## ACTIVITY
Search the data below for the string "nowrap". Extract every line that contains it.

## EXERCISE INPUT
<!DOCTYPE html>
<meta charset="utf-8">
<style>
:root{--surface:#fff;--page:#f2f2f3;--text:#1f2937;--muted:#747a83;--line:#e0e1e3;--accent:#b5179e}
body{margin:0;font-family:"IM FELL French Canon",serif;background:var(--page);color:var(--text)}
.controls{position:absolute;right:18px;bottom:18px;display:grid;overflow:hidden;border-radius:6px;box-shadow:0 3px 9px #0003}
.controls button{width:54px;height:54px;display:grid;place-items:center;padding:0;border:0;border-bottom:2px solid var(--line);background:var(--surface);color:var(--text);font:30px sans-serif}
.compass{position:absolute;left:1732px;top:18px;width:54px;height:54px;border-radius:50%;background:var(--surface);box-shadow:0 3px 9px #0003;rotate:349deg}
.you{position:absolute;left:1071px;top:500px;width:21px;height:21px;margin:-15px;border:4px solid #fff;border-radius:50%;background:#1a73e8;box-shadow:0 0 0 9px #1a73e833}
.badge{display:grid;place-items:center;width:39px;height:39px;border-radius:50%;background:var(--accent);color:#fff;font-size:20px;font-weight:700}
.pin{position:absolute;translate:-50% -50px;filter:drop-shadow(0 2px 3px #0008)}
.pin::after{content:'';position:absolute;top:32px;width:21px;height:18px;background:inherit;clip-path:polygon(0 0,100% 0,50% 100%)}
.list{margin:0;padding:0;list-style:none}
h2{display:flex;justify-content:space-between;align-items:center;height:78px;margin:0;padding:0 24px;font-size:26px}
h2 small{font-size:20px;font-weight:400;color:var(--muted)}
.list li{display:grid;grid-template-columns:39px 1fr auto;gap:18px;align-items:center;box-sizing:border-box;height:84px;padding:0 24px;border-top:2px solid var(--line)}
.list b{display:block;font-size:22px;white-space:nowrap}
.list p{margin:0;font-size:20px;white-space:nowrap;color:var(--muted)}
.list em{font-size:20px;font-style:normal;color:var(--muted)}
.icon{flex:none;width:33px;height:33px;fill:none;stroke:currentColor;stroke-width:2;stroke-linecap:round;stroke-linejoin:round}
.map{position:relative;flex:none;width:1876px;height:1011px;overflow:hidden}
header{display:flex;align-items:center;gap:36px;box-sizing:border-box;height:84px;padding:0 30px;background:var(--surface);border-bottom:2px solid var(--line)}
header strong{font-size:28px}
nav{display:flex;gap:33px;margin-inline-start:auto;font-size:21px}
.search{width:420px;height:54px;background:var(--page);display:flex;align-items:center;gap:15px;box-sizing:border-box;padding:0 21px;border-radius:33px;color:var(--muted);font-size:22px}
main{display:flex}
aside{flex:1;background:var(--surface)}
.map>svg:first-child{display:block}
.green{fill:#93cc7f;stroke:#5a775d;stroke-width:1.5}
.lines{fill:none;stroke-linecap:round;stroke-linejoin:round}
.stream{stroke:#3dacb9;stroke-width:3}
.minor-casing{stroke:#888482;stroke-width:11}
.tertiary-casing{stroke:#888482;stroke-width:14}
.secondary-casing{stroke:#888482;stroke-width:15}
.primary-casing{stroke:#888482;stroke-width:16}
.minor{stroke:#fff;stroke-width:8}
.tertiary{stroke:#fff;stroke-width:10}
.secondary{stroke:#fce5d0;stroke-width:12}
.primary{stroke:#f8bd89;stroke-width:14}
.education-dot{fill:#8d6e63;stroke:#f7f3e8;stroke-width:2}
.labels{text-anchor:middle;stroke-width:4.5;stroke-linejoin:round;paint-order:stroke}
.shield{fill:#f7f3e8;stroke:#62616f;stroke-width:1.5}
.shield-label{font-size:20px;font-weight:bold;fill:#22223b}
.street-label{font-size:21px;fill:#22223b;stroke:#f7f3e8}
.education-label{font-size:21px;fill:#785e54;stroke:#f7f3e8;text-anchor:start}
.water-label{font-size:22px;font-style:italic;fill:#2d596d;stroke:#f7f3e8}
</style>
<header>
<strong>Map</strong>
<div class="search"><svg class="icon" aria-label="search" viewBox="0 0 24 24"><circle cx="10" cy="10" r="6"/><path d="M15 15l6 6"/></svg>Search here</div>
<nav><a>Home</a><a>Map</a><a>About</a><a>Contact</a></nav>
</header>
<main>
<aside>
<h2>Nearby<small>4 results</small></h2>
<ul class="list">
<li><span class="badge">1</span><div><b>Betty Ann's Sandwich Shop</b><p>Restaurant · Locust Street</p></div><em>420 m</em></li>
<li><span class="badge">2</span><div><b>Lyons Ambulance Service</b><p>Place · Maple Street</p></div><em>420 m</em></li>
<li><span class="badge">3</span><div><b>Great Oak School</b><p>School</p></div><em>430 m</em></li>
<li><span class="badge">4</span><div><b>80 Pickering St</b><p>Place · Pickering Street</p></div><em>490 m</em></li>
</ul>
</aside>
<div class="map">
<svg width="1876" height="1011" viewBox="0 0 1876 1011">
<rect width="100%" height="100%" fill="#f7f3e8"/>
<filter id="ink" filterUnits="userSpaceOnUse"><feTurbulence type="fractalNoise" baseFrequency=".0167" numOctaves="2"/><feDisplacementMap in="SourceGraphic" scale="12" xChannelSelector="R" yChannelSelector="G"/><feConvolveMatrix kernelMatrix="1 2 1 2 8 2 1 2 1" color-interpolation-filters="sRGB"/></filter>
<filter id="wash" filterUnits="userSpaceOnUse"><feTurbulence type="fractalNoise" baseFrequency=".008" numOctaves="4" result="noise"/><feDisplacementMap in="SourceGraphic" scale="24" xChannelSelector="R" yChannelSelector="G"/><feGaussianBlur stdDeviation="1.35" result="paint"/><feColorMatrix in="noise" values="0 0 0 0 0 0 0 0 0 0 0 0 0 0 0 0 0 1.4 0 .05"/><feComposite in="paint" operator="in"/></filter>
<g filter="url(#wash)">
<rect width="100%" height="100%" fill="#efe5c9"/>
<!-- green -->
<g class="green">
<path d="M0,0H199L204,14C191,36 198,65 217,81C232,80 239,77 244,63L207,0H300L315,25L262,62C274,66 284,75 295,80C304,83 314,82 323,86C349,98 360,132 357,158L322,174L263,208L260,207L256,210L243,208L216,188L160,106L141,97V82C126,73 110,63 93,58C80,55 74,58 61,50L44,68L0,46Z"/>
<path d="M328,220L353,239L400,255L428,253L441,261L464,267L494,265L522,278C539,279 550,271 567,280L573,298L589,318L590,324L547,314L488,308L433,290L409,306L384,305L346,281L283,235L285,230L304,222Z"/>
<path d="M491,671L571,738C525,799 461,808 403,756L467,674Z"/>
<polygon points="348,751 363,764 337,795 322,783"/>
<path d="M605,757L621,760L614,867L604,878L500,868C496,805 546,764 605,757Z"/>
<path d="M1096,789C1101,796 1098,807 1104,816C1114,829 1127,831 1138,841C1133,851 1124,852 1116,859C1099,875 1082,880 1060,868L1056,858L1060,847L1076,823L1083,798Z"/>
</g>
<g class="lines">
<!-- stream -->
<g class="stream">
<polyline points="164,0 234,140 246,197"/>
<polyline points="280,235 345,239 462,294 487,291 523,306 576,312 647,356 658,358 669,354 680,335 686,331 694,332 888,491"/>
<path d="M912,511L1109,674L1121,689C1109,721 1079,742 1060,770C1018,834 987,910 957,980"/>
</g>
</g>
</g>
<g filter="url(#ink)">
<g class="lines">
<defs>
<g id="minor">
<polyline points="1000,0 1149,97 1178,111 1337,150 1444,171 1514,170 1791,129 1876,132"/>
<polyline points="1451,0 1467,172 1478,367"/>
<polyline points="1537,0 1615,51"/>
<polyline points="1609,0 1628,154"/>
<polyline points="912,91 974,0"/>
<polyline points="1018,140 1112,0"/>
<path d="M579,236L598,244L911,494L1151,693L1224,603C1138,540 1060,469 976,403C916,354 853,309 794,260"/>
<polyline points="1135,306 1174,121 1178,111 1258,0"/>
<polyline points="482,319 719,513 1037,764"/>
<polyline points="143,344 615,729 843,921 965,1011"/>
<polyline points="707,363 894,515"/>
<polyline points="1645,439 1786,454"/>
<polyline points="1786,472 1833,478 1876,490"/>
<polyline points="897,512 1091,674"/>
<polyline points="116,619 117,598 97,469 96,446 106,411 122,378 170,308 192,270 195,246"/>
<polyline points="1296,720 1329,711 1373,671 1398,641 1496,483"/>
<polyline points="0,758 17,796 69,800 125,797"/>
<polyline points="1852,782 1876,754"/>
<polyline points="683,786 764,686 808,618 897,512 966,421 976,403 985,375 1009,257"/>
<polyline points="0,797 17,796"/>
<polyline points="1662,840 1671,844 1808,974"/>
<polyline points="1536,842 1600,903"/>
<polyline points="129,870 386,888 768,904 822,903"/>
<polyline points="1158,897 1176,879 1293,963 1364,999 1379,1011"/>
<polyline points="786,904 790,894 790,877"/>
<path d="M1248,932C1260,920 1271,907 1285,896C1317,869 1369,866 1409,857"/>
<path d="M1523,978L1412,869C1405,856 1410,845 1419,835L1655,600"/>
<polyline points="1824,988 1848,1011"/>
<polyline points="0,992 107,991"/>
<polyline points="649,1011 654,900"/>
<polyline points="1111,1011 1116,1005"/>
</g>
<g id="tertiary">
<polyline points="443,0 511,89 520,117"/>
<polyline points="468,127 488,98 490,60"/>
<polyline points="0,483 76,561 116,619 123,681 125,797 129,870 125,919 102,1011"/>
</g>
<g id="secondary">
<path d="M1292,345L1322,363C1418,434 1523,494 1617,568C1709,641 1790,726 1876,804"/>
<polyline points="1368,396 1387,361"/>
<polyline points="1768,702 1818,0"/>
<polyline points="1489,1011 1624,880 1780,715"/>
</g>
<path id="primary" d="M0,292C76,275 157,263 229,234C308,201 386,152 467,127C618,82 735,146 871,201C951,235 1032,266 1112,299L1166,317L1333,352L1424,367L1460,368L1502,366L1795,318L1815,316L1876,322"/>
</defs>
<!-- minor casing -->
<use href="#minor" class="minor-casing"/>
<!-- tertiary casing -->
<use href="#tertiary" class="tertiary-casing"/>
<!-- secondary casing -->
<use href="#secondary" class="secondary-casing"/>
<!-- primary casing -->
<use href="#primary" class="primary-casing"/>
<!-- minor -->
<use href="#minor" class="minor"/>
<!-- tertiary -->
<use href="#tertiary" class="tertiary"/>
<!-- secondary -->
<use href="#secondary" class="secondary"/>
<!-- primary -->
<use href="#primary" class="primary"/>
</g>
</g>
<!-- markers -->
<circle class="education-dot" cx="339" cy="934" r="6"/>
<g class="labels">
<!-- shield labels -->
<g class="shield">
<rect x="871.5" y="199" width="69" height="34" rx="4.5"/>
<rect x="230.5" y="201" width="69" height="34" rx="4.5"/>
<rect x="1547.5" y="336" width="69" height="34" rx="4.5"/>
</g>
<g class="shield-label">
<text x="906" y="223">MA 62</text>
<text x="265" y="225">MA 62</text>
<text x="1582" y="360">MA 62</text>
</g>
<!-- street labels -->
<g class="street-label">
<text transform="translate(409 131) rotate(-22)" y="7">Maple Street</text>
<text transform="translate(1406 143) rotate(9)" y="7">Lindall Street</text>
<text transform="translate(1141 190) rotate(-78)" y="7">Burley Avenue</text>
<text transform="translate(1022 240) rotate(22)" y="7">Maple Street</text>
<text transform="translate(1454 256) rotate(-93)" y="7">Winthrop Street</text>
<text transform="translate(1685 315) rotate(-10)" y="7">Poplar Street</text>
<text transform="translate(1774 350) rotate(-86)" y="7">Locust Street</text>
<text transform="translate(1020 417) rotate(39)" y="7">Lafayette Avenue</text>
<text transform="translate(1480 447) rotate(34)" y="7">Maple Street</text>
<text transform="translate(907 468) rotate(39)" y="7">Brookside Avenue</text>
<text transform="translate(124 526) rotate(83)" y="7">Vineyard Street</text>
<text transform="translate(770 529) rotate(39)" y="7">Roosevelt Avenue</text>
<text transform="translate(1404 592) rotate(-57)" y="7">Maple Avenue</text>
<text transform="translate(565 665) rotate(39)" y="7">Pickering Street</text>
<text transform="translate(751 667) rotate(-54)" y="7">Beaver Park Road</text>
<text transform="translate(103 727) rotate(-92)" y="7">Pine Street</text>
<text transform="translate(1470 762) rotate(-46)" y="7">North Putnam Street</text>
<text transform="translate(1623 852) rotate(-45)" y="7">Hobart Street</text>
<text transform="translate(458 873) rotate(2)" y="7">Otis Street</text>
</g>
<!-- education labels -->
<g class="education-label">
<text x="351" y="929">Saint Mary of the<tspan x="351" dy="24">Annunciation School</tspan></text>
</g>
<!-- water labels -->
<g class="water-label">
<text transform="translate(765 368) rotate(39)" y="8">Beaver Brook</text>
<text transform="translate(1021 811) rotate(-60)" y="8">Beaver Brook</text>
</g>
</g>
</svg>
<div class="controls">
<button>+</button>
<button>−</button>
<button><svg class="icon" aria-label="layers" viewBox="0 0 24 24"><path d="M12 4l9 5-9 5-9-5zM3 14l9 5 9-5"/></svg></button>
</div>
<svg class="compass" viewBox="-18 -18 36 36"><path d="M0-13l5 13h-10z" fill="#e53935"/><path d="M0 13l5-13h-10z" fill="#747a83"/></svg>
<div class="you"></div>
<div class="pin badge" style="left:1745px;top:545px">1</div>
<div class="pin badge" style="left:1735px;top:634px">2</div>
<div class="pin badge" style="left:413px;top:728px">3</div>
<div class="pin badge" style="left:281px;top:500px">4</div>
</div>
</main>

## EXPECTED ANSWER
.list b{display:block;font-size:22px;white-space:nowrap}
.list p{margin:0;font-size:20px;white-space:nowrap;color:var(--muted)}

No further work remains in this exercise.